Ruim demais para ser mentira #11

Camping

Quando eu era pequeno me lembro de ter ido num camping com minha família. Tenho memórias bem difusas deste dia, mas a incredulidade com que as pessoas recebem esta história fazem com que ela tenha algo bastante especial.
Primeiro falaremos sobre o cenário: uma área verde com muitas árvores, que agora me parecem que estavam meio secas, gramado, sol, praia. Uma criança de sunga, vulgo eu, corria para cima e para baixo brincando de algo completamente aleatório. Provavelmente com a pele já muito lastimada pelo sol enquanto me perdia nas marés de água salgada.
Dormíamos em uma barraca bem estruturada, composta de dois quartos e uma varanda, e eu me lembro até de um churrasco ter sido feito na área externa. Quando eu digo dois quartos, pode parecer que é algo bobo e apertado, mas eram dois fucking quartos bastante espaçosos, impensáveis para pessoas que já nasceram na era das barracas que são montadas apenas com uma varinha no iglu feito de lona.
Fico imaginando esse tipo de barraca old school sendo carregada por neohippies brancos de dreads em seus mochilões por regiões indígenas, exigindo brunch de algo que não existe ali. Algo completamente impensável.
A lembrança que eu tenho do lugar traz algo mais especial ainda: o bar.
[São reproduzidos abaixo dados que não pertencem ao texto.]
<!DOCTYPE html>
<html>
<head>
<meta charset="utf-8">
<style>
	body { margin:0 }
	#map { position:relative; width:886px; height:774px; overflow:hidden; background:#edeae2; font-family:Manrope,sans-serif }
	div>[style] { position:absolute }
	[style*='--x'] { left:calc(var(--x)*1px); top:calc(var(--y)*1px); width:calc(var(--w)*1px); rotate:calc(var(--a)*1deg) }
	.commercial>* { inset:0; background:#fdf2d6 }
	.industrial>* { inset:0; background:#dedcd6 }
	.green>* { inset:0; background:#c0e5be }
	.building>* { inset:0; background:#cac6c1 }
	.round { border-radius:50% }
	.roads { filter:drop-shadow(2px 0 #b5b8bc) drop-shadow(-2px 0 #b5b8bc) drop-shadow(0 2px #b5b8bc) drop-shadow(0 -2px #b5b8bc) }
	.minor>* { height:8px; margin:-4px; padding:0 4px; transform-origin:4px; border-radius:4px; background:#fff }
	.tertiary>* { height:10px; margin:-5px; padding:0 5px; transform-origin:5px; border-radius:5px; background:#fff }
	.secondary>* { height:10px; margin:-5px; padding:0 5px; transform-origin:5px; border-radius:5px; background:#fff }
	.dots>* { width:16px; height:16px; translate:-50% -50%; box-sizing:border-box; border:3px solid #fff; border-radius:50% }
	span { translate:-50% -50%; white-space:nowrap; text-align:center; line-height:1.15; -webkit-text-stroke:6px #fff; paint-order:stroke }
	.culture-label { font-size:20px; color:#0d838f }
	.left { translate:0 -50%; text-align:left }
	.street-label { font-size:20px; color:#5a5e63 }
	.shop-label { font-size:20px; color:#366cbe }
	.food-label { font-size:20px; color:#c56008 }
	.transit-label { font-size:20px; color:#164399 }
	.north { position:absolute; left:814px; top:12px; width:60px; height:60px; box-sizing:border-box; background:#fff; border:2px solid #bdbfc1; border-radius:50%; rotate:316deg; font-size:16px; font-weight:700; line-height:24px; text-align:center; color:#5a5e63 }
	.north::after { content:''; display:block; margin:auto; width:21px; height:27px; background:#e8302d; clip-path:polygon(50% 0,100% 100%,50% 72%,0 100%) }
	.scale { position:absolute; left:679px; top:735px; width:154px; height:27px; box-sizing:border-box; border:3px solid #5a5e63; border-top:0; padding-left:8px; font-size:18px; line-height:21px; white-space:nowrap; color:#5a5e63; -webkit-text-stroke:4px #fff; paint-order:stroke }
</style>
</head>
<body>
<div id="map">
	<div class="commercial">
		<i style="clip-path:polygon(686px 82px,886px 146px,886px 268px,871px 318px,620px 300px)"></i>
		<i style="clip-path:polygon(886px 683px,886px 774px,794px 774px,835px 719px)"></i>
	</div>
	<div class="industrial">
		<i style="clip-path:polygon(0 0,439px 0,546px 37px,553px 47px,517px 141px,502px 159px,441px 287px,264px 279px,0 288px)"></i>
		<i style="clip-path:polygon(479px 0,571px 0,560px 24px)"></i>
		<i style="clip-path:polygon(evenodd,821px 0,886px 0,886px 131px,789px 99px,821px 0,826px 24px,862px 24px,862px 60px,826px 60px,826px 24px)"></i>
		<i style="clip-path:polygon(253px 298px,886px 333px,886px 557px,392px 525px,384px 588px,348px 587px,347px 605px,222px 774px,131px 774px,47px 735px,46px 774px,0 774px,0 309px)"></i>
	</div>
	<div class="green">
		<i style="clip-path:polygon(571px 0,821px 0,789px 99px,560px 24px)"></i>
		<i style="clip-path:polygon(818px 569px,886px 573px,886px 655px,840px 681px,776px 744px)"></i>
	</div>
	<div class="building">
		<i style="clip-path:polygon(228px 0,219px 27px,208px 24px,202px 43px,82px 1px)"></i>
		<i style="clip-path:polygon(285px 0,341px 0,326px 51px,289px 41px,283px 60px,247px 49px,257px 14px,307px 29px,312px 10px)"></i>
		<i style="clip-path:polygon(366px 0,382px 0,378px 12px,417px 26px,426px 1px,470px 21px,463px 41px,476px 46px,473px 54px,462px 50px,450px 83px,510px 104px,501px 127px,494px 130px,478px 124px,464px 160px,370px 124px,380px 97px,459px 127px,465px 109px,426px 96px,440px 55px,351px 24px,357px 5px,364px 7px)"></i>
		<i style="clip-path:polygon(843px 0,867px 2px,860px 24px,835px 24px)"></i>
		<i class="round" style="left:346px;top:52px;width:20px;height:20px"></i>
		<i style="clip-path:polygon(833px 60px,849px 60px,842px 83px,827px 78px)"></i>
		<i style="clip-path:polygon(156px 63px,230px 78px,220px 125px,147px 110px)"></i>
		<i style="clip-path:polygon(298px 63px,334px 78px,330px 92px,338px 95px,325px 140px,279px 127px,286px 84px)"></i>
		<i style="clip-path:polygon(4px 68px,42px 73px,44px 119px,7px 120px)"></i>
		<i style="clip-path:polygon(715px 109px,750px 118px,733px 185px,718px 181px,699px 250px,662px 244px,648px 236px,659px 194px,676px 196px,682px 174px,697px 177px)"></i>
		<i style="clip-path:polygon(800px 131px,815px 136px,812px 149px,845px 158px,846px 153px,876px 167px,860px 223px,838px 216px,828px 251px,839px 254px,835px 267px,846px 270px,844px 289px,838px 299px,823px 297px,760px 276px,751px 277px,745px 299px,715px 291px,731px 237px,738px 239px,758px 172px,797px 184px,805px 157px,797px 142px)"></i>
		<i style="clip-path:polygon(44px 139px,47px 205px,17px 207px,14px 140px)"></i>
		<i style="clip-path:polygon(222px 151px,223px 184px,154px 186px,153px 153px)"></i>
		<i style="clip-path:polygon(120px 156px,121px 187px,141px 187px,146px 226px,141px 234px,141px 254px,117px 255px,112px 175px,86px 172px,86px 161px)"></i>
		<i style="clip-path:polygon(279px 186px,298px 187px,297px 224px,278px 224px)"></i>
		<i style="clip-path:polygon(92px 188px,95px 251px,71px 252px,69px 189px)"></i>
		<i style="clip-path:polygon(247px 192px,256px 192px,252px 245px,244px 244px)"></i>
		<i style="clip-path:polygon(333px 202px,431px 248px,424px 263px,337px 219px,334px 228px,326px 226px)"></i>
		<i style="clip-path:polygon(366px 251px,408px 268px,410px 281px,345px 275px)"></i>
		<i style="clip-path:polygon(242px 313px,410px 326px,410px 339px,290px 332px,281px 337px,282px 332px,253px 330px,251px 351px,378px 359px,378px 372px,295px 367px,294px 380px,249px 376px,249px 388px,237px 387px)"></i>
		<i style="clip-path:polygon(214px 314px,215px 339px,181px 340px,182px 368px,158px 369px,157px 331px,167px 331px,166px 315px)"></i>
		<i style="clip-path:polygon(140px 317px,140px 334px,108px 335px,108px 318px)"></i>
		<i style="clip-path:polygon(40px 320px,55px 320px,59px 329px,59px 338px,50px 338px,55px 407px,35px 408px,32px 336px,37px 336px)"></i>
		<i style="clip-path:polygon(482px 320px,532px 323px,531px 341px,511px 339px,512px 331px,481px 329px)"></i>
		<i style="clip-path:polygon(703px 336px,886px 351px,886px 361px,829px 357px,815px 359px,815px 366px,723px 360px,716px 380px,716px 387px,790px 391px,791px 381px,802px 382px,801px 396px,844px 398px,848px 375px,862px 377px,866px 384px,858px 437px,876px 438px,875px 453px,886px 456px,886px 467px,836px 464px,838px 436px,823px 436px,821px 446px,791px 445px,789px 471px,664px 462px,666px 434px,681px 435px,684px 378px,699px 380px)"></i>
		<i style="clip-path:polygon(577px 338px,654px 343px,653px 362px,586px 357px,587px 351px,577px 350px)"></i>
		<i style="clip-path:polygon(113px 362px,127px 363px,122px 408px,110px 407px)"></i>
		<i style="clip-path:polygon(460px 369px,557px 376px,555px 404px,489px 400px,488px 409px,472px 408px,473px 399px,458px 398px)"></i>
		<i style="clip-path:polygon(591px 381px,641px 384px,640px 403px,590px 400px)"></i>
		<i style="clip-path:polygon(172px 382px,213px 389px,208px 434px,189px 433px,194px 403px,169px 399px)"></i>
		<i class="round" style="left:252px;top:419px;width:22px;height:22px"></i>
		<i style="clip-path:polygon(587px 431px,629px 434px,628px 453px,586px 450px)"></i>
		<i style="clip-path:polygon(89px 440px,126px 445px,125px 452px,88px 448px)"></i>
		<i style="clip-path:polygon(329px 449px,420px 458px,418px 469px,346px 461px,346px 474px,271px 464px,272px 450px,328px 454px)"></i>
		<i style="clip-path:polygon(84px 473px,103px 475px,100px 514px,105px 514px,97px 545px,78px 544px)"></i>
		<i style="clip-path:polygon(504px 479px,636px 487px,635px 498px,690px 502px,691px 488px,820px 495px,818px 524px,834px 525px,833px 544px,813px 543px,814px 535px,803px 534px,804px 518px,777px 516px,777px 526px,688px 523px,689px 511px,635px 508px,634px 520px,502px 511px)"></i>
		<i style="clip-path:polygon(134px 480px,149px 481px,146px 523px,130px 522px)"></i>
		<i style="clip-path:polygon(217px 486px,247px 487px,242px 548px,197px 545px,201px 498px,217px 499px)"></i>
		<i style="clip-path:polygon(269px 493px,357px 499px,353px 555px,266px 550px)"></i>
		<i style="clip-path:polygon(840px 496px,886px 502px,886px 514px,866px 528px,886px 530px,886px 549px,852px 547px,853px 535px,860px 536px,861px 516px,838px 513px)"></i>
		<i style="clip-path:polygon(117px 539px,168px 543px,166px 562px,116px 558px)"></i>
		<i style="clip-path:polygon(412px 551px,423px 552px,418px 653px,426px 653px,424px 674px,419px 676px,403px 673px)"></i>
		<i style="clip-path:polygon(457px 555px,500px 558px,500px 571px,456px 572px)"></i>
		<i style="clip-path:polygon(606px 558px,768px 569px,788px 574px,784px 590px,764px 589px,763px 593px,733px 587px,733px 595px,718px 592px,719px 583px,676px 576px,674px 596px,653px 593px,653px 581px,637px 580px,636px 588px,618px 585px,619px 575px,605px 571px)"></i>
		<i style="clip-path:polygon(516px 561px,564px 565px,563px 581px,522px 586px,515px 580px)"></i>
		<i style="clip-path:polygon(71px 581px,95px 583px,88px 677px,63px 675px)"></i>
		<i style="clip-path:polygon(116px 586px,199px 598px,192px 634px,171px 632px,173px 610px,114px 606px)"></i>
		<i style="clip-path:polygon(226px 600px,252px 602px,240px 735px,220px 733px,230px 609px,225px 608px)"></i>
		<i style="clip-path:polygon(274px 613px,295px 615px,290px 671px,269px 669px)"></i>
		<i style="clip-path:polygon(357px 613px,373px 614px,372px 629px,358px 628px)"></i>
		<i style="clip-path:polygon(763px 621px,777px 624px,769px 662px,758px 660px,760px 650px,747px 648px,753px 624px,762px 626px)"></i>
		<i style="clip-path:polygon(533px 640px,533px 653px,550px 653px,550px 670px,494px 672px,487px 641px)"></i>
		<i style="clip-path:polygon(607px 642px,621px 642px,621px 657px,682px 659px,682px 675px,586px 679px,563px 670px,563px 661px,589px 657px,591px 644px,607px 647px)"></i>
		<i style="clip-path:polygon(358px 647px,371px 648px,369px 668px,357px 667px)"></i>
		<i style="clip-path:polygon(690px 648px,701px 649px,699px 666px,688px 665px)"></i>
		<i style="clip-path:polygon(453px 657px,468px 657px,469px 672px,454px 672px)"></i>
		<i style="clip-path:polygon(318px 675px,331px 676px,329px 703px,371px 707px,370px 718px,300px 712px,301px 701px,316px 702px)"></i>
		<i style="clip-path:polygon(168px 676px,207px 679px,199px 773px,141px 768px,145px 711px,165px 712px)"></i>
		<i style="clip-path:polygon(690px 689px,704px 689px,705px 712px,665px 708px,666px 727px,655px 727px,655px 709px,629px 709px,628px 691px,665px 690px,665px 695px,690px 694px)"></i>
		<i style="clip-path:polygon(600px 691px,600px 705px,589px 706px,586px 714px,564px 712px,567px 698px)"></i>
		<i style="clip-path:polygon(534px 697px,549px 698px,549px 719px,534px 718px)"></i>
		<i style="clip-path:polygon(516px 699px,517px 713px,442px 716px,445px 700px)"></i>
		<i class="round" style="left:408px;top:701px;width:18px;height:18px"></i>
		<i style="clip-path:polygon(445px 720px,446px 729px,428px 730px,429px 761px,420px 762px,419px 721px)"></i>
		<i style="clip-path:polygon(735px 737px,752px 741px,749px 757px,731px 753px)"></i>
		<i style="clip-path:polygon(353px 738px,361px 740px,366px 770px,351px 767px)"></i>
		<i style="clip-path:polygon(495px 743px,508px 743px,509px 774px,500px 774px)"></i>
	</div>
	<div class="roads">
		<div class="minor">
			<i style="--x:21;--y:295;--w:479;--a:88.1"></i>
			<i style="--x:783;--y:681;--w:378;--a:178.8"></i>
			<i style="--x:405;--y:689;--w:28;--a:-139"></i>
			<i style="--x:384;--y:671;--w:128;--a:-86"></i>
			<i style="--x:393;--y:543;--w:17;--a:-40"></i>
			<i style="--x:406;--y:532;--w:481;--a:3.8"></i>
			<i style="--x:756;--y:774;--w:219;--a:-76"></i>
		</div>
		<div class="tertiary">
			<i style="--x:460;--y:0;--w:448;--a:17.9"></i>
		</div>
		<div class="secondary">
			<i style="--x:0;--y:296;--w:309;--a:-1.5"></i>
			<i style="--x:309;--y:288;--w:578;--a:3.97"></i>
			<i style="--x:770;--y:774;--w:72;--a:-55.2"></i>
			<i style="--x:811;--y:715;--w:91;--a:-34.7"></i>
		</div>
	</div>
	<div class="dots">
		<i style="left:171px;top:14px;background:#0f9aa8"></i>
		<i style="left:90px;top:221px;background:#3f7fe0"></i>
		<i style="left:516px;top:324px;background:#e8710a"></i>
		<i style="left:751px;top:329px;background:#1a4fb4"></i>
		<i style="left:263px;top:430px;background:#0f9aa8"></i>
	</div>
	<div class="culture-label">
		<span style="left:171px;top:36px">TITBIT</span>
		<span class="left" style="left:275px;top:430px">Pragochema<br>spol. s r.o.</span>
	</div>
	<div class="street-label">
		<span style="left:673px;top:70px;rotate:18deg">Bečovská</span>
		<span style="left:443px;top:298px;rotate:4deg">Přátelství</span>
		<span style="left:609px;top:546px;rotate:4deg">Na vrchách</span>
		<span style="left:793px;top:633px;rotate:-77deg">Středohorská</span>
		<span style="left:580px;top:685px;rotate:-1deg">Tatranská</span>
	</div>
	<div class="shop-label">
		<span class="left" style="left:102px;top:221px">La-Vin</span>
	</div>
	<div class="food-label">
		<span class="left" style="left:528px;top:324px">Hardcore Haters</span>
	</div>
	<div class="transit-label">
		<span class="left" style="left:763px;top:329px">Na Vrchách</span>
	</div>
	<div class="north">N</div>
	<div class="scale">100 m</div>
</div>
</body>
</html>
Aquele espaço raiz interiorano, uma janelinha onde se pede bebidas e tira-gostos, um alpendre coberto, nas paredes haviam pinturas e propagandas do que se vendia ali, tudo muito bem ventilado no espaço, mesas de madeira acompanhada de bancos que lembram muito o refeitório de uma universidade. Me lembro de ter música ao vivo e de jogar baralho com minha família enquanto eles se deliciavam com uma cerveja gelada (eu espero) naquele calor praiano de algum lugar que eu não lembro onde era.
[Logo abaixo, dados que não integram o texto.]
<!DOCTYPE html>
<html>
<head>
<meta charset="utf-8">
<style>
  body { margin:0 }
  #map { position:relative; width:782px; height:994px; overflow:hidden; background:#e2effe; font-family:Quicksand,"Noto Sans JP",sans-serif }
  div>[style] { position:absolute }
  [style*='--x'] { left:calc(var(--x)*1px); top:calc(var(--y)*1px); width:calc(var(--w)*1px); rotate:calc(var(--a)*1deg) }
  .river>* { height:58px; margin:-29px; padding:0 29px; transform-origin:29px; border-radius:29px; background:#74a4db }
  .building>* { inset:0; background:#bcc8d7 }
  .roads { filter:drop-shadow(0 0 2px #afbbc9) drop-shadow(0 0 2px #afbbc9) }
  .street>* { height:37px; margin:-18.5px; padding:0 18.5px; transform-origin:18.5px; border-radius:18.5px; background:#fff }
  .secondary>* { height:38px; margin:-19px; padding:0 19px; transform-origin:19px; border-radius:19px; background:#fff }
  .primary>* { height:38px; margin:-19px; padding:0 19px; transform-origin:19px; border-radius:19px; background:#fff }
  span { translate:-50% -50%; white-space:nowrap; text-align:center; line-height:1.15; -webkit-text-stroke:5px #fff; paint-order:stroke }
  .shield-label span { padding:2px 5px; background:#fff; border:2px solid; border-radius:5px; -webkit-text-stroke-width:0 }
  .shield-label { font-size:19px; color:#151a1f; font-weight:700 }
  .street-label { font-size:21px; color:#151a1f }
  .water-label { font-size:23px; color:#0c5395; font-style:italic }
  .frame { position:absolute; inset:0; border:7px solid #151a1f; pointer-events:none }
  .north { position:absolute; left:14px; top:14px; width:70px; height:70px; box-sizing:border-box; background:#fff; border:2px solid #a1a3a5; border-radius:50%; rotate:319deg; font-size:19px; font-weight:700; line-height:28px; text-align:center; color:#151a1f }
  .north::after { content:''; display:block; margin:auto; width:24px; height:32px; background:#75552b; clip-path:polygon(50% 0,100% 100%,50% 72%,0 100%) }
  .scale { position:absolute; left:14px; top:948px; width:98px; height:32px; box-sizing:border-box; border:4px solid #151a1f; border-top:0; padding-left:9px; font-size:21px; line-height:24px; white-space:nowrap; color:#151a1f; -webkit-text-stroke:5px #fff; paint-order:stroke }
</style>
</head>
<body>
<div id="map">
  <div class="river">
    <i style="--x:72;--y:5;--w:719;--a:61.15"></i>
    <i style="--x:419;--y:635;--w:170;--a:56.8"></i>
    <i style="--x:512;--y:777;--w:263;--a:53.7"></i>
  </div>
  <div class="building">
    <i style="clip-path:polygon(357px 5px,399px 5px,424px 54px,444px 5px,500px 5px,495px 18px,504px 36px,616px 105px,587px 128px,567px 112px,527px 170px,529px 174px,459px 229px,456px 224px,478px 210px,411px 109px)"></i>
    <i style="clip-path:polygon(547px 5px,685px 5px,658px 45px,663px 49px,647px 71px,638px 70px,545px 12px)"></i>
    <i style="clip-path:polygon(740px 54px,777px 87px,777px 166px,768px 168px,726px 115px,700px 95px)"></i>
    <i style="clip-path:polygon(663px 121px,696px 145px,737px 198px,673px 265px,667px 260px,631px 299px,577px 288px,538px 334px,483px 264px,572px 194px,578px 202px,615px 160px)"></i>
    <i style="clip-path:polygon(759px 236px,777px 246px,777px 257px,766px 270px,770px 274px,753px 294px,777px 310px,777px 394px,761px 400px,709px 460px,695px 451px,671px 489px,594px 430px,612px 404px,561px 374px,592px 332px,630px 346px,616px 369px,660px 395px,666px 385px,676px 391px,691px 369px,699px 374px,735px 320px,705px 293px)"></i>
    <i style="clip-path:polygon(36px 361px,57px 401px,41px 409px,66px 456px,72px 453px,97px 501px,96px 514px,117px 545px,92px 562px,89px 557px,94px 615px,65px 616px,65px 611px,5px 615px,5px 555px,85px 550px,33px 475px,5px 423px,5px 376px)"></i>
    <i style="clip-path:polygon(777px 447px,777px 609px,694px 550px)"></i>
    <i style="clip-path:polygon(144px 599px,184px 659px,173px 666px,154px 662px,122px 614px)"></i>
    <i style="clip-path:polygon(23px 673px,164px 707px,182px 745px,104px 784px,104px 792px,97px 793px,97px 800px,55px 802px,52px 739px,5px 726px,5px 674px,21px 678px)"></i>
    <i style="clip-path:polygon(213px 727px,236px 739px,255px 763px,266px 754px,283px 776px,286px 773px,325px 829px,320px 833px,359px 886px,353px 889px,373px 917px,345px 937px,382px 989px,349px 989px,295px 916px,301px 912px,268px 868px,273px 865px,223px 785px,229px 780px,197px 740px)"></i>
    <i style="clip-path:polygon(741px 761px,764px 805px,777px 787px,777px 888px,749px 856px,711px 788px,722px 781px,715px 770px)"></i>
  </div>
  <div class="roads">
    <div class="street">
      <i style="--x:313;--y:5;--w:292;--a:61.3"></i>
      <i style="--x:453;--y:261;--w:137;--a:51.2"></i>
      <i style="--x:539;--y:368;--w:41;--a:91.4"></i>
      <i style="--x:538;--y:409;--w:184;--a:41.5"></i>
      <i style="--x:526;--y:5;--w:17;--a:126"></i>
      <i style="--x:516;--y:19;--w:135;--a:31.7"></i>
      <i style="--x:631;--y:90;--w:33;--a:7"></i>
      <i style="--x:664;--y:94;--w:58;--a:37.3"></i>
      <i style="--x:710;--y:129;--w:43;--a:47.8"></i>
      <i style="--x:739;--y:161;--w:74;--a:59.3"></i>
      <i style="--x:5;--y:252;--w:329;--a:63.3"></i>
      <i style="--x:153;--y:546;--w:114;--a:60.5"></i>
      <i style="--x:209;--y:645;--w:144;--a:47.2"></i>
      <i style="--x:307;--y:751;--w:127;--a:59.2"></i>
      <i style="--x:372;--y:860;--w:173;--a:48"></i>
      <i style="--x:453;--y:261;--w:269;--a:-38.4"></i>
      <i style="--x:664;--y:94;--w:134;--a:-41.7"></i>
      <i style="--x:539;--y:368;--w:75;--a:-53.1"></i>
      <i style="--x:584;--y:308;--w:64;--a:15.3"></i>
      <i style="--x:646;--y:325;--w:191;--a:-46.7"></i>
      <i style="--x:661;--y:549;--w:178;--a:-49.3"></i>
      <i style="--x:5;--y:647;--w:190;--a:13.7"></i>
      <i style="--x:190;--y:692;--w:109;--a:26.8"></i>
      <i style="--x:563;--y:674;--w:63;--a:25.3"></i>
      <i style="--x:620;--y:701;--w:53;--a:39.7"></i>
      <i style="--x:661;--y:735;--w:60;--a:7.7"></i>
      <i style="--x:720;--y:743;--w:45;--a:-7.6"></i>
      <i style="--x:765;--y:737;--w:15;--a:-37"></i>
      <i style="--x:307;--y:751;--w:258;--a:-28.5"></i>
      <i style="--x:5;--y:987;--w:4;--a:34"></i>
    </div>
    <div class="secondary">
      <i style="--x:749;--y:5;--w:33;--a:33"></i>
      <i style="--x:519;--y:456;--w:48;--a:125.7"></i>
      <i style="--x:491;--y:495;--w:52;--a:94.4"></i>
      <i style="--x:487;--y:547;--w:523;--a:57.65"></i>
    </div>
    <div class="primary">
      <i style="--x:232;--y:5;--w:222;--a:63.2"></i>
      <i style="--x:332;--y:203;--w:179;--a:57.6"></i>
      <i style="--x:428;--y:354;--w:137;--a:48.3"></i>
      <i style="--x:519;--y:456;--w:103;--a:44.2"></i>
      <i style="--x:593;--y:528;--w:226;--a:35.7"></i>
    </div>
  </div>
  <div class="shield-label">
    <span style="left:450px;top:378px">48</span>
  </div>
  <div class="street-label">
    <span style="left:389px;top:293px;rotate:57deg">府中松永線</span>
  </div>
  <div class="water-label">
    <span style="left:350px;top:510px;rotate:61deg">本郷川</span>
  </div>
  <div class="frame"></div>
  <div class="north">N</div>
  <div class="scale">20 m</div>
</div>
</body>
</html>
No bar todas as pessoas do camping se encontravam, e eu me lembro que iria muito lá. Mas minha memória quer muito me enganar, pregar peças na minha realidade infantil e plantou uma situação muito inusitada. Tenho uma memória muito nítida de uma noite no bar em que foi feita uma encenação da Escolinha do Professor Raimundo. Sim, estávamos sentados na mesa, e os personagens foram se sentando junto da gente nos bancos sem encostos, e todos riam a cada piada que era proferida. Eu não entendia bem o que estava acontecendo, mas me lembro de ter sentido muita raiva nesse momento. O personagem do Seu Boneco sentou-se à minha frente, deu as costas pra mim e eu não possuía nenhum campo de visão que não fosse as costas dele de regata surrada e da nuca vestida com uma meia-calça velha rasgada. Eu não conseguia acompanhar o que estava acontecendo e tratei apenas de esperar que o evento acabasse.
Na minha concepção de tempo aquilo tudo durou uma eternidade, e esses programas besteiróis que simulam escolinhas com atores velhos falando baboseiras é algo que eu não curto nem fudendo. Inacreditável como tudo isso pode ser facilmente inventado por uma mente viajandona como a minha né? Quando eu conto ninguém acredita. Nem eu acreditei em mim mesmo.
***
Recentemente interpelei minha mãe e minha irmã sobre essas lembranças. Eu realmente achava que eu tinha sonhado com isso tudo. Minha irmã sempre me contava histórias aleatórias de como ela enxergava as situações, e eu sempre acreditei em tudo independentemente se fosse verdade ou mentira. Minha mãe me respondeu de forma simples, direta e rápida: “Sim!! Foi na Praia do Siri.” e seguiu com outra mensagem curta: “A barraca tinha 2 quartos e uma varanda.”. Eu comecei a rir muito, porque eu realmente achava que tinha sonhado com isso tudo. Sobre a Escolinha, minha mãe confirmou a veracidade do ocorrido e completou: “Teve. Vc ficou puto e começou a chorar. Foi numa área de camping” enquanto minha irmã se limitou a confirmar com um intenso “Simmmm”. De acordo com elas, existem fotografias deste dia, de uma criança, no caso eu, dormindo na imensa barraca.